Officials who work in the airport will be trained on service and delivery efficiency.
The Jomo Kenyatta International Airport will, over the next 100 days, undergo major changes as Kenya gears up for the roll-out of direct flights to the United States.
Cabinet secretaries James Macharia (Transport and Infrastructure), Fred Matiang’i (Interior) and Najib Balala (Tourism) last week announced a raft of changes that seek to transform the country’s premier airport into a global aviation hub.
Mr Macharia said the changes were meant to create harmony among workers at the airport so that they can deliver services at international standards, after the airport’s status was upgraded to Category 1 to pave the way for direct flights to America starting October.
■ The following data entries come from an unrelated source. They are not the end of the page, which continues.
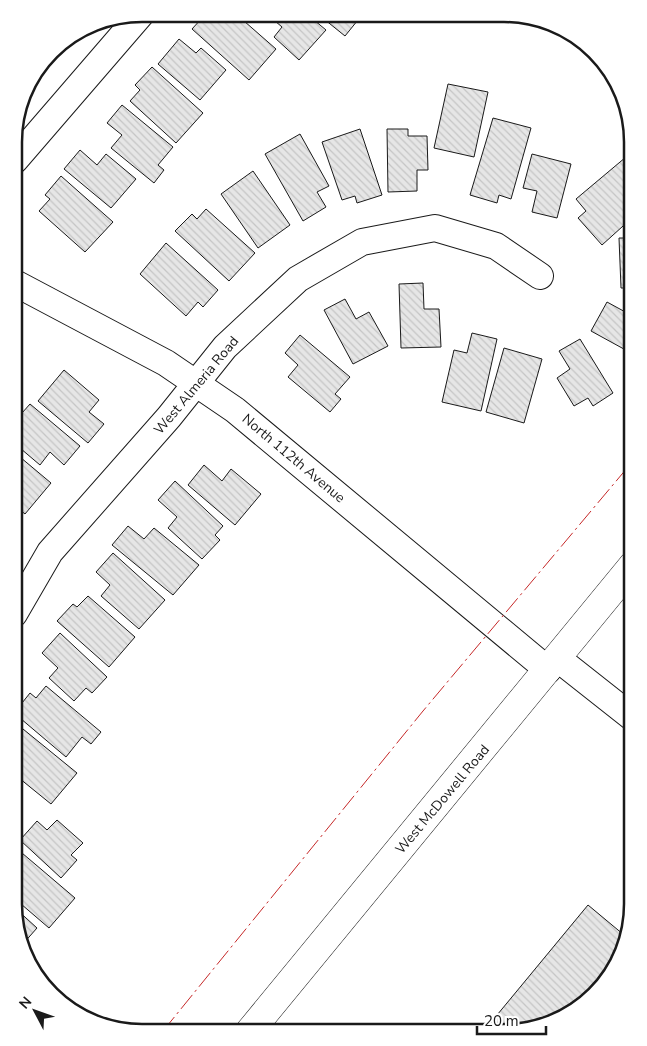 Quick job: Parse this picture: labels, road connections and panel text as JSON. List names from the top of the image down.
{
  "streets": {
    "main road": ["West McDowell Road"],
    "street": ["West Almeria Road", "North 112th Avenue"]
  },
  "crossings": [
    ["West Almeria Road", "North 112th Avenue"],
    ["North 112th Avenue", "West McDowell Road"]
  ],
  "scale_bar": "20 m",
  "north": "top left"
} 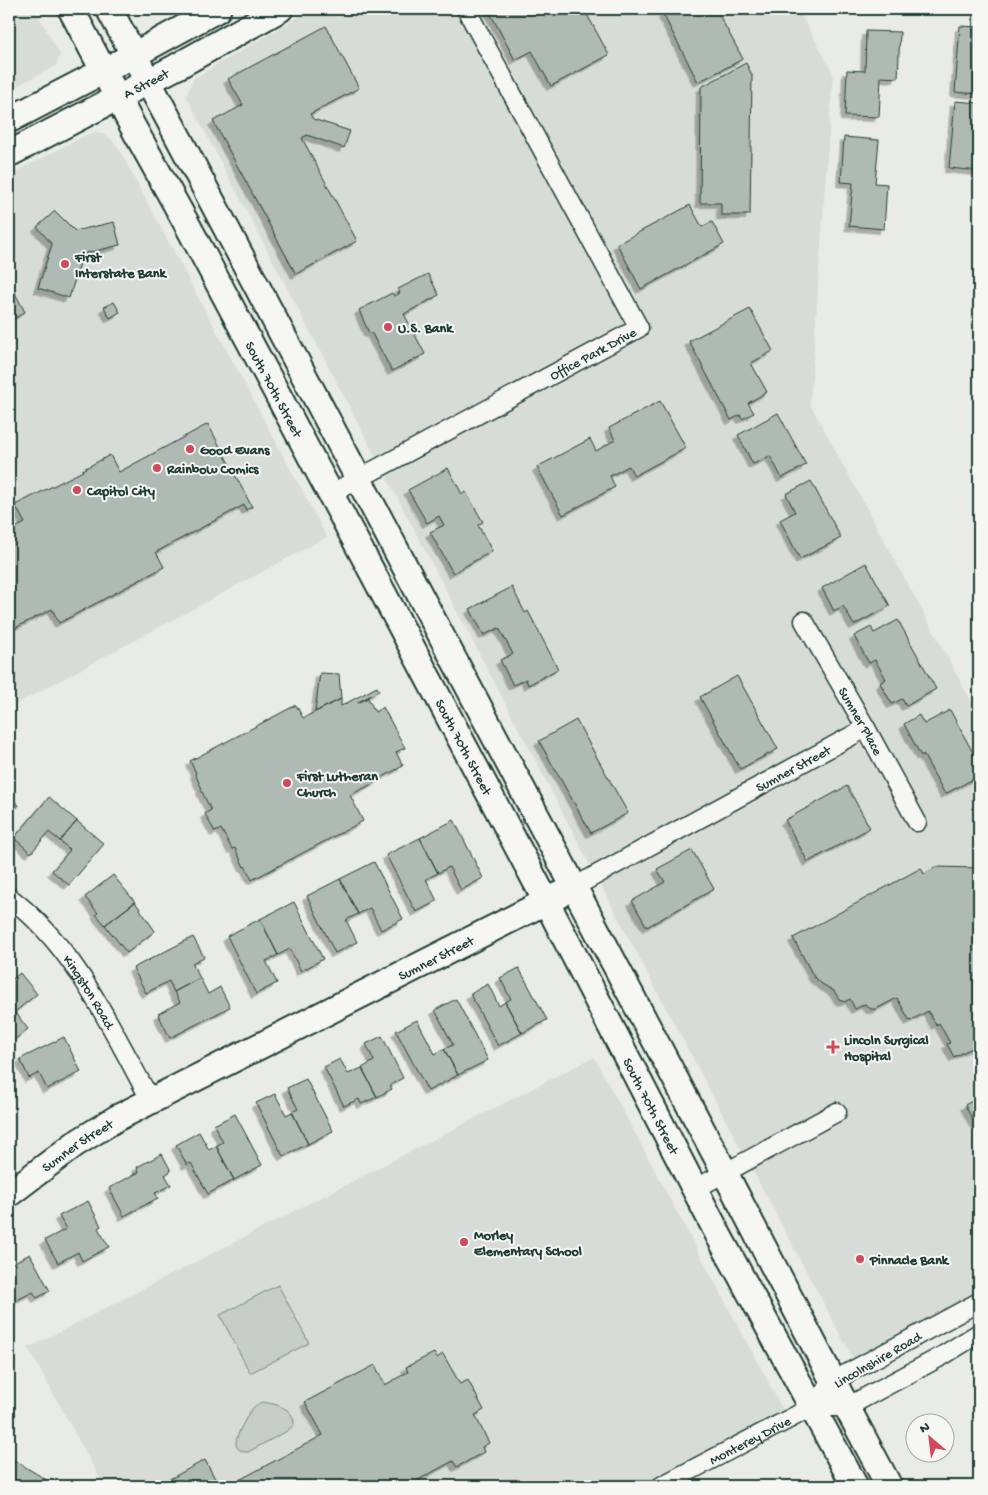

“We want to ensure all agencies at the airport work together. JKIA is a key hub in the region and we should therefore meet the expectations of the international community,” he said.
Dr Matiang’i said the changes will improve efficiency in handling travellers and creating order at the airport. To begin with, there will be new regulations to control taxis and tour vans.
Public servants at the airport including the police, Kenya Revenue Authority and Immigration officials will be trained on customer care, he added. And there will be more service desks to handle the anticipated increase in the number of travellers.
“We must make tough decisions to ensure that there is maximum order at the airport,” said Dr Matiang’i. “But we need to improve efficiency at Immigration. This is the front desk for the country. We received many complaints in December as a result of the increased number of travellers.”
Immigration officials had suggested the recruitment of interns during high seasons, but the minister said they will use National Youth Service personnel.
Mr Balala said that in 100 days, order will have been created.
“We have appointed Utalii College to train public servants here on customer care so that travellers are treated well,” he said.
America’s Federal Aviation Administration inspectors last year gave JKIA a clean bill of health after an audit, which included evaluation of security.
Kenya Airways is now set to begin daily flights between Nairobi and New York in October, marking a milestone for the national carrier. The deal is expected to cut the flight time between the two cities by more than seven hours.
Travellers are making advance bookings for the maiden flight to the John F. Kennedy International Airport in New York, where KQ has already secured a landing slot at JFK.
The trans-Atlantic flight is scheduled to take 15 hours. This will be a reduction from the current flight time of over 22 hours, including lengthy layovers.
Each trip will have a maximum of 234 passengers — 204 in economy and the rest in business class of the national carrier’s Dreamliner.